Take a look at ceremony today at the White House, the Medal of Freedom, hardly a mask to be seen nor any distance he had between the guests. The President, as you know, has boasted of being immune to the virus. As for everyone else? Does it look like he cares?

He certainly cares about getting credit for the vaccine. Less than a week after the election, he tweeted, quote, "As I long said, Pfizer and the others would only announce a vaccine after the election because they didn't have the courage to do it before."

When it comes to the vaccine, which is as far as his interest seems to extend, late today, "The New York Times" reported that the administration in late summer actually turned down the chance to buy more doses from Pfizer, which would have meant more vaccines available on day one. The administration denies it. The vaccine and could receive emergency use approval in a matter of

days, but the President shows no interest in doing or even saying anything that might keep more people alive to get it. Certainly not helping the Biden -- incoming Biden administration as much as they could. Not now, and perhaps not even up until inauguration. Not in August when he told Bob Woodward that nothing more could have been done and on April, months after he told Woodward, the virus was airborne and far deadlier than the flu.

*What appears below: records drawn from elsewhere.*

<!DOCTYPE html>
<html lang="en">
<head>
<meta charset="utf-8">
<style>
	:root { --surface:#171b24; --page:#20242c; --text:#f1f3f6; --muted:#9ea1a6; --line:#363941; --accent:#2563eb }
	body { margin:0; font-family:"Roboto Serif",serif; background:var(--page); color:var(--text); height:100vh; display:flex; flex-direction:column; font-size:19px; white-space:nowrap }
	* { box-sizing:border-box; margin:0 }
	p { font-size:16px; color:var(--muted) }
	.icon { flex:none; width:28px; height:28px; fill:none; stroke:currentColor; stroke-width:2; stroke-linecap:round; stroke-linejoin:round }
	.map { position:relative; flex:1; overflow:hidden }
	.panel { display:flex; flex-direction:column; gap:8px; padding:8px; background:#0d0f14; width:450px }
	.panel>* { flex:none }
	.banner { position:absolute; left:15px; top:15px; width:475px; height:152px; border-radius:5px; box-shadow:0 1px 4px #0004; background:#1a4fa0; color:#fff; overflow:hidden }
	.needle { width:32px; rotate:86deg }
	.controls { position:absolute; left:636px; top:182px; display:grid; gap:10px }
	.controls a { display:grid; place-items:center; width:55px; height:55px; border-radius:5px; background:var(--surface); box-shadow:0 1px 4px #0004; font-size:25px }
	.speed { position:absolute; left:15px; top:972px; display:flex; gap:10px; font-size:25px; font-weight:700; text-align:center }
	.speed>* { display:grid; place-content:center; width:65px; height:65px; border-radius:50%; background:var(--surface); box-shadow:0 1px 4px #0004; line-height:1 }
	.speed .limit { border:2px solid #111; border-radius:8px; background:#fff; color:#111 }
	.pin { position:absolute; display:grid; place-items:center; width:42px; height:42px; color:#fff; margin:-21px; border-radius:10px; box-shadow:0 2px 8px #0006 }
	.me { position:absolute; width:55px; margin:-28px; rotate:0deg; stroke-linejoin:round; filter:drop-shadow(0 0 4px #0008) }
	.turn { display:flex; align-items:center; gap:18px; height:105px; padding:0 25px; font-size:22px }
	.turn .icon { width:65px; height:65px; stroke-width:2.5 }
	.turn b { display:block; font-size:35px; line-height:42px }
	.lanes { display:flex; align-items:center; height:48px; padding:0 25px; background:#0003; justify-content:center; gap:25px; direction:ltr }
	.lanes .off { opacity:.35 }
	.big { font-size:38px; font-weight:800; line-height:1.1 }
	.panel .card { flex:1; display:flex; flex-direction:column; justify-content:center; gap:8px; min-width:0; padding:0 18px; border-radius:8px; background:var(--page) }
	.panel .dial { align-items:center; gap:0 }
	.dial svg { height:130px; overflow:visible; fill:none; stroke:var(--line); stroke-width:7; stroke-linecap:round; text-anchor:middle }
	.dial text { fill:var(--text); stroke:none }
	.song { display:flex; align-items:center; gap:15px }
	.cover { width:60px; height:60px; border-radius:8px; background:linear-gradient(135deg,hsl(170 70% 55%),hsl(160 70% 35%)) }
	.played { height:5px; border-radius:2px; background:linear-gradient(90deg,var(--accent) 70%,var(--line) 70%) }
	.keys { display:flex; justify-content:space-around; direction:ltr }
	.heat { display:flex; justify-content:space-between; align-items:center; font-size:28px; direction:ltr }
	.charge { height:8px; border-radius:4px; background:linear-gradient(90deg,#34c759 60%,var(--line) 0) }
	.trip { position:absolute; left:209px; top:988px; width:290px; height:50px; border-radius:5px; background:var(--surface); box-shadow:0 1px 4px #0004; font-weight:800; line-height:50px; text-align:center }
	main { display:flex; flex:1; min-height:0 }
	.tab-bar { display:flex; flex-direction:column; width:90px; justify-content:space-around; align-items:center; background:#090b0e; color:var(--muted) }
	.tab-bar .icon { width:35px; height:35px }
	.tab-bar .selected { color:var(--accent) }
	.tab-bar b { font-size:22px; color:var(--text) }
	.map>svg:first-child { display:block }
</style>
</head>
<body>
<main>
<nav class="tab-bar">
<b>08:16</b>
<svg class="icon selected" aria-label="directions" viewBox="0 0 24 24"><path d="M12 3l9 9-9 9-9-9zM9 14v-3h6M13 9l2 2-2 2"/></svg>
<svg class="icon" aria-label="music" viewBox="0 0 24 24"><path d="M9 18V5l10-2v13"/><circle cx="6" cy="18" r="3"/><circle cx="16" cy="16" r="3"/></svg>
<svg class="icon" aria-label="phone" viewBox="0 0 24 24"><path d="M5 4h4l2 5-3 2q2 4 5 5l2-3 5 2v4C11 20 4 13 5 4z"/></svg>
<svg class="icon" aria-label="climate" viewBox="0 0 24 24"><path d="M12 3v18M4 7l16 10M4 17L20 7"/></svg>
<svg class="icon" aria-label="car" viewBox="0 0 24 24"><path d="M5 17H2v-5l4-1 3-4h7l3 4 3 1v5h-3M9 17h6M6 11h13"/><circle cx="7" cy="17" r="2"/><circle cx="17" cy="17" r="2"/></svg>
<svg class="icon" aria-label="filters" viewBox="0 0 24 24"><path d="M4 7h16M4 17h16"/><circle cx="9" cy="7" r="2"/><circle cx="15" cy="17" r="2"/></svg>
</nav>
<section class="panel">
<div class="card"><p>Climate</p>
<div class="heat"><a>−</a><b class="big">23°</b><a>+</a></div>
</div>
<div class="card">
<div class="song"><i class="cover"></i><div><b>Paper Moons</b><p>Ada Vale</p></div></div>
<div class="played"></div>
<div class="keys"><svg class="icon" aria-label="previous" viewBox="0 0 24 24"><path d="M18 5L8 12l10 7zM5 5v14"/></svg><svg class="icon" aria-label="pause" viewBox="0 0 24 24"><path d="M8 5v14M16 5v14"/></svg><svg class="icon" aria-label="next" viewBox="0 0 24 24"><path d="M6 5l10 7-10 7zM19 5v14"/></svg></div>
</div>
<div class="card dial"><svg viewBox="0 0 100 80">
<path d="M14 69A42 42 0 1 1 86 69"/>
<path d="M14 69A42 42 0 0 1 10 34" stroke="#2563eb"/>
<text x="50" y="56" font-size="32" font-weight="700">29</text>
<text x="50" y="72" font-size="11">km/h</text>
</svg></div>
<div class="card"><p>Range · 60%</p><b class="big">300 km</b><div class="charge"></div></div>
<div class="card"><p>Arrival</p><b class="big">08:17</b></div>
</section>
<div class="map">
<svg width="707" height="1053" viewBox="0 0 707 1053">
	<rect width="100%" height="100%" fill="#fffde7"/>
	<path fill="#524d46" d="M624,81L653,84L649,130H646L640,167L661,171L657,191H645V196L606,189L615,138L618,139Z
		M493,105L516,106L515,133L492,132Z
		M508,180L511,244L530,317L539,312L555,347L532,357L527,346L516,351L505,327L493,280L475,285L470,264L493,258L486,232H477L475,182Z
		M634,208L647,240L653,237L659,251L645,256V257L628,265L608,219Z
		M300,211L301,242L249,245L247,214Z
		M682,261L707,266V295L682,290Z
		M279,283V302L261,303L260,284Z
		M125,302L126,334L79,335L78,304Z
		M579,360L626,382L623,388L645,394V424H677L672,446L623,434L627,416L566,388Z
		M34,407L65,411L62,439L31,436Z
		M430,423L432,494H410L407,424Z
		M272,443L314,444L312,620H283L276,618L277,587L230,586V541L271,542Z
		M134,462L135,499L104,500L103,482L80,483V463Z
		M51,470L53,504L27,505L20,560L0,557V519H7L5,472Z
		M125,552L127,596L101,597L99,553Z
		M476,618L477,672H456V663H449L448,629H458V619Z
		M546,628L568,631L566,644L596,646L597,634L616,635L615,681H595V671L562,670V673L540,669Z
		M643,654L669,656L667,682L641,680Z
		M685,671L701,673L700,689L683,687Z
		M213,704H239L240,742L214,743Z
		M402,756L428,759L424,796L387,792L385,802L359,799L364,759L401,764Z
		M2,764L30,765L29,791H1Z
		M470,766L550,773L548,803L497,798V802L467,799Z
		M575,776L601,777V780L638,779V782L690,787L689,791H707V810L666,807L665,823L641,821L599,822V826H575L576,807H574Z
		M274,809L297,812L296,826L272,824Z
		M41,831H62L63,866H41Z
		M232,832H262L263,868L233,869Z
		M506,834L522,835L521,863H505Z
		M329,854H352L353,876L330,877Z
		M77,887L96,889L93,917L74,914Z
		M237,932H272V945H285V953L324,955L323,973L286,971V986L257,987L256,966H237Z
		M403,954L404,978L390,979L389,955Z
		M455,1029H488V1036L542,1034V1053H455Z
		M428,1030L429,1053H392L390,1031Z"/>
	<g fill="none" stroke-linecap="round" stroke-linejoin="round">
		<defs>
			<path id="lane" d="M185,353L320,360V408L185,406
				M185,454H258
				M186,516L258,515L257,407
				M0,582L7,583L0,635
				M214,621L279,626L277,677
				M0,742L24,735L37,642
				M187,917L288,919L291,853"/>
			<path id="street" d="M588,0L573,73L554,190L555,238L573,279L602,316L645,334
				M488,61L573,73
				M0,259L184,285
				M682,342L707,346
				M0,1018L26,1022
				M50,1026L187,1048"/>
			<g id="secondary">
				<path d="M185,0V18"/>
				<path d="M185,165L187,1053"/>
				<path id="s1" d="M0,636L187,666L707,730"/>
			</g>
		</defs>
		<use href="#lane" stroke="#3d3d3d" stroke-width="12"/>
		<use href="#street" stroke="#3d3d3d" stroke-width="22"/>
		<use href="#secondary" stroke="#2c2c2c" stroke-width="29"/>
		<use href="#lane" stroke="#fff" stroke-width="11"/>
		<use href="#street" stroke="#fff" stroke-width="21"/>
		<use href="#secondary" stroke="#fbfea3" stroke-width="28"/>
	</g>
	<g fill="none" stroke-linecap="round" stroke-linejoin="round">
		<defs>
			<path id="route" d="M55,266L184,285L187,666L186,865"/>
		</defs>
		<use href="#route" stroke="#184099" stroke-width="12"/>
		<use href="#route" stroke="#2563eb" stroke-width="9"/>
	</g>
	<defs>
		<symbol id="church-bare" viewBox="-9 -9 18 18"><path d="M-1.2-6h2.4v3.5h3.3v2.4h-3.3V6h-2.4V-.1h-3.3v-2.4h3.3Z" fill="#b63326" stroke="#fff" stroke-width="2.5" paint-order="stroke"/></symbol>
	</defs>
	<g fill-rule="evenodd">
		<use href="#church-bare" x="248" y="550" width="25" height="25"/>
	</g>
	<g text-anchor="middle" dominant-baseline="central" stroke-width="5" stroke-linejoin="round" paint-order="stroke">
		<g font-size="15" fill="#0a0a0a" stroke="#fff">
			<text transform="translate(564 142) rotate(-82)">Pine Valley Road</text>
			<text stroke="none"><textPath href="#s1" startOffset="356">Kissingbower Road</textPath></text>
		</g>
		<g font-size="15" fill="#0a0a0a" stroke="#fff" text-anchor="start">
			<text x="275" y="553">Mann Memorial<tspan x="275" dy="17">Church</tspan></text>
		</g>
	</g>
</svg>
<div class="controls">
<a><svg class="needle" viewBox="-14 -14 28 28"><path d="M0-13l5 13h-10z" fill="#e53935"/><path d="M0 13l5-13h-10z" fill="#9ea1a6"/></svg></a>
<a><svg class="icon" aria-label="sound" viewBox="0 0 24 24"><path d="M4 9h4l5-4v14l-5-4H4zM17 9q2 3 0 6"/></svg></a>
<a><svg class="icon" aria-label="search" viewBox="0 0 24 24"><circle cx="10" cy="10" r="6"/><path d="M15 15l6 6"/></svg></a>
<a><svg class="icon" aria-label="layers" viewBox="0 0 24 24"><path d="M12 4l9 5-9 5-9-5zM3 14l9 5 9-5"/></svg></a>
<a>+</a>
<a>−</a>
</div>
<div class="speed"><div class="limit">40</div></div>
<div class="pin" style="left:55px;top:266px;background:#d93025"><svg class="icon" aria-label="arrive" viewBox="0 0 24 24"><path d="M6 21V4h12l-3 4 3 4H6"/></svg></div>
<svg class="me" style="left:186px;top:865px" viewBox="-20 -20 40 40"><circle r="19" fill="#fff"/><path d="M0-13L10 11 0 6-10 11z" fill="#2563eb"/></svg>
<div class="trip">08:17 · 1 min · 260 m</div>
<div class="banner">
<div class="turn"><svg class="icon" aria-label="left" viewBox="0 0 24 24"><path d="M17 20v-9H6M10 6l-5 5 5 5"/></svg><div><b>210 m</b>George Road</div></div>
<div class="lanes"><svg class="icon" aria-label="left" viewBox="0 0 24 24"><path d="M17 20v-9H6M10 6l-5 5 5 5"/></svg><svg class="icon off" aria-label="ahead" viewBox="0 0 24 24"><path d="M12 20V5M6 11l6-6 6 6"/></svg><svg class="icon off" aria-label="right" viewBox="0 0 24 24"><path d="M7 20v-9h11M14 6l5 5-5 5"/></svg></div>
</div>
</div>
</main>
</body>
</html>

TRUMP: So it's voluntary. You don't have to do it, they suggested for a period of time. But this is voluntary. I don't think I'm going to be doing it. I just don't want to be doing it.

I don't know, somehow sitting in the Oval Office, behind that beautiful Resolute Desk, the great Resolute Desk, I think wearing a facemask as I greet Presidents, Prime Ministers, dictators, Kings, Queens, I don't know, somehow, I don't see it for myself. I just -- I just don't.

COOPER: Yes, it doesn't look good. Huffing and puffing, after getting off a helicopter, after having left the hospital early after having COVID, that apparently is presidential in this President's mind, but actually just wearing a thin piece of fabric over your mouth and over your nose to protect others that is somehow not something he can do.

The self-proclaimed wartime president already announcing the terms of surrender in a war he never cared to fight because he could see nothing in it for himself, not even the credit for saving lives just by putting a piece of cloth over his face. Nearly 1,400 Americans die that day, in fact alone, which ought to live in infamy.